5,333,333 WARRANTS TO PURCHASE SHARES OF CLASS A COMMON STOCK

15,333,333 SHARES OF CLASS A COMMON STOCK UNDERLYING WARRANTS

 

 

This prospectus supplement is being filed to update and supplement the information contained in the prospectus dated August 6, 2021 (the “Prospectus”), related to (i) the offer and sale, from time to time, by the selling stockholders identified in the Prospectus, or their permitted transferees, of (a) an aggregate of 243,320,841 shares of Class A common stock, par value $0.0001 per share (“Class A Common Stock”), of The Beachbody Company, Inc., a Delaware corporation (“we,” “us,” “our” and similar terms), and (b) 5,333,333 warrants to purchase Class A Common Stock at an exercise price of $11.50 per share (the “private placement warrants”) and (ii) the issuance by us of up to 15,333,333 shares of Class A Common Stock upon the exercise of outstanding public warrants (the “public warrants”) and private placement warrants (collectively, the “warrants”), with the information contained in our Current Report on Form 8-K, filed with the Securities and Exchange Commission (“SEC”) on October 27, 2023 (the “Information”). Accordingly, we have attached the Information to this prospectus supplement.
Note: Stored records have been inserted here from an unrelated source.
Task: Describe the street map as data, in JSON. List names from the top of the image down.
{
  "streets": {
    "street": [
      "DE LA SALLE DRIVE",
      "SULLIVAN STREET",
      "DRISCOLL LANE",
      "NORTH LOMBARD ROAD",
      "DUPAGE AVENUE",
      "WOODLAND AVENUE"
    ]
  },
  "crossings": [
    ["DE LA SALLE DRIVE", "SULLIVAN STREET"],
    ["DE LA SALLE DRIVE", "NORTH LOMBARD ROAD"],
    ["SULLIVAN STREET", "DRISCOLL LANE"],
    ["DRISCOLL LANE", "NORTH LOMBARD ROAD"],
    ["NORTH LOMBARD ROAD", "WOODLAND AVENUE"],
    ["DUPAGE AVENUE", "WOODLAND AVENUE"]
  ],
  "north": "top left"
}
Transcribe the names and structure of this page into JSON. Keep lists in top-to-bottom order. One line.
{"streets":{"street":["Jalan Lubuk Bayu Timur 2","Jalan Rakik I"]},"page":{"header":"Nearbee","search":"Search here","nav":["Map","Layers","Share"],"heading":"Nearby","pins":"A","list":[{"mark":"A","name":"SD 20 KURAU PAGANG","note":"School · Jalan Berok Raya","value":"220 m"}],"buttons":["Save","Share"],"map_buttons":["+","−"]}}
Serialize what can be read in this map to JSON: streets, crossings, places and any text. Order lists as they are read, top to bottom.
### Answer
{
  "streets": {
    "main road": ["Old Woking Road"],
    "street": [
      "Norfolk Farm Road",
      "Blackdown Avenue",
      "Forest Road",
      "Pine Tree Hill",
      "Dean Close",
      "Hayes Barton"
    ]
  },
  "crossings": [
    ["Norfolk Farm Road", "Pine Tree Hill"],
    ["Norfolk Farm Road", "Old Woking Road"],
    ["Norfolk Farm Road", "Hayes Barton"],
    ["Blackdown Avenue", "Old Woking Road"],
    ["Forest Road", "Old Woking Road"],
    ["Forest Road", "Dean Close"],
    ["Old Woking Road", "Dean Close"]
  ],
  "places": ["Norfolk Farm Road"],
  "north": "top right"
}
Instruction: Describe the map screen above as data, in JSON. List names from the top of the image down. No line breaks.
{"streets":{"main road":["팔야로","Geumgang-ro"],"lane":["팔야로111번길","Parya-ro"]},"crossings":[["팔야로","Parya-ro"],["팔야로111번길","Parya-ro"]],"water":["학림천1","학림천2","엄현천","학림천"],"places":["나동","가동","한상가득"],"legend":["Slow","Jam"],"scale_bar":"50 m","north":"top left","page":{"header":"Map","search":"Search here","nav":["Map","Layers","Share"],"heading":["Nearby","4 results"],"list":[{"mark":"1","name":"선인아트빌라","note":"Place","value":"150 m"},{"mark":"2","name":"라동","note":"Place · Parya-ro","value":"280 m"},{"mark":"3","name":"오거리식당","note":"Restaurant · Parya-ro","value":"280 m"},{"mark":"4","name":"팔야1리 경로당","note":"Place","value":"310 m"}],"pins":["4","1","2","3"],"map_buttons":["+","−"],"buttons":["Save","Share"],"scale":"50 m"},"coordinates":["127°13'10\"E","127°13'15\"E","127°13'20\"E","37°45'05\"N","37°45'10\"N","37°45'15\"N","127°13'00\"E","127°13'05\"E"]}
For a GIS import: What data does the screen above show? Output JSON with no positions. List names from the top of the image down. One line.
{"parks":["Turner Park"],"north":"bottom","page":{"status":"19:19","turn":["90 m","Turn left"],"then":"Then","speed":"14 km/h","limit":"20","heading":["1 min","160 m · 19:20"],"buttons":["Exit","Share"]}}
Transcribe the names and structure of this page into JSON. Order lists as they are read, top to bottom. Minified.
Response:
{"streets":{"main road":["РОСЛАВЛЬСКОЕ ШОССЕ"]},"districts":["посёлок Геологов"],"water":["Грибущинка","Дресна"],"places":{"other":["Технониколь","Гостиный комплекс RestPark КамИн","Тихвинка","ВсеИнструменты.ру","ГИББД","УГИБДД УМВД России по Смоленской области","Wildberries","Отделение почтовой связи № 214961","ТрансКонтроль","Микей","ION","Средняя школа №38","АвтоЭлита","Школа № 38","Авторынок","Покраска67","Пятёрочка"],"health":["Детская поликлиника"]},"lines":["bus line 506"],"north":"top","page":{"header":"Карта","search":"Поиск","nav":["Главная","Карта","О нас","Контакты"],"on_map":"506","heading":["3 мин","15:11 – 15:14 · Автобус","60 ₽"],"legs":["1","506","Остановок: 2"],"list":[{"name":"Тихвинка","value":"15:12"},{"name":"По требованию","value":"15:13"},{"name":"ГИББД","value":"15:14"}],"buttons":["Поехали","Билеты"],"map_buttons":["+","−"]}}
This prospectus supplement updates and supplements the information in the Prospectus and is not complete without, and may not be delivered or utilized except in combination with, the Prospectus, including any amendments or supplements thereto. This prospectus supplement should be read in conjunction with the Prospectus and if there is any inconsistency between the information in the Prospectus and this prospectus supplement, you should rely on the information in this prospectus supplement.

Our shares of Class A Common Stock are listed on The New York Stock Exchange under the symbol “BODY.” On October 26, 2023, the closing sale price per share of our Class A Common Stock was $0.202. Our public warrants are listed on The New York Stock Exchange under the symbol “BODY WS.” On October 26, 2023, the closing sale price per warrant of our public warrants was $0.0055.

 

 

Investing in our securities involves risks that are described in the “Risk Factors” section beginning on page 11 of the Prospectus. Neither the SEC nor any state securities commission has approved or disapproved of the securities to be issued under the Prospectus or determined if the Prospectus or this prospectus supplement is truthful or complete. Any representation to the contrary is a criminal offense.

 

 

The date of this prospectus supplement is October 27, 2023.


 

 

UNITED STATES

SECURITIES AND EXCHANGE COMMISSION

WASHINGTON, D.C. 20549

 

 

FORM 8-K

 

 

CURRENT REPORT

Pursuant to Section 13 or 15(d)

of the Securities Exchange Act of 1934

Date of Report (Date of earliest event reported): October 27, 2023

 

 

The Beachbody Company, Inc.

(Exact name of Registrant as Specified in Its Charter)

 

 

 

Delaware   001-39735   85-3222090

(State or Other Jurisdiction

of Incorporation)

 

(Commission

File Number)

 

(IRS Employer

Identification No.)

400 Continental Blvd

Suite 400

El Segundo, California

  90245
(Address of Principal Executive Offices)   (Zip Code)

Registrant’s Telephone Number, Including Area Code: (310) 883-9000

N/A

(Former Name or Former Address, if Changed Since Last Report)

 

 

Check the appropriate box below if the Form 8-K filing is intended to simultaneously satisfy the filing obligation of the registrant under any of the following provisions:

 

Written communications pursuant to Rule 425 under the Securities Act (17 CFR 230.425)

 

Soliciting material pursuant to Rule 14a-12 under the Exchange Act (17 CFR 240.14a-12)

 

Pre-commencement communications pursuant to Rule 14d-2(b) under the Exchange Act (17 CFR 240.14d-2(b))

 

Pre-commencement communications pursuant to Rule 13e-4(c) under the Exchange Act (17 CFR 240.13e-4(c))

Securities registered pursuant to Section 12(b) of the Act:

 

Title of each class

 

Trading

Symbol(s)

 

Name of each exchange

on which registered

Class A Common Stock, par value $0.0001 per share   BODY   The New York Stock Exchange
Redeemable warrants, each whole warrant exercisable for one Class A common stock at an exercise price of $11.50   BODY WS   The New York Stock Exchange

Indicate by check mark whether the registrant is an emerging growth company as defined in Rule 405 of the Securities Act of 1933 (§ 230.405 of this chapter) or Rule 12b-2 of the Securities Exchange Act of 1934 (§ 240.12b-2 of this chapter).

Emerging growth company ☐

If an emerging growth company, indicate by check mark if the registrant has elected not to use the extended transition period for complying with any new or revised financial accounting standards provided pursuant to Section 13(a) of the Exchange Act. ☐

 

 

 


Item 3.01. Notice of Delisting or Failure to Satisfy a Continued Listing Rule or Standard; Transfer of Listing.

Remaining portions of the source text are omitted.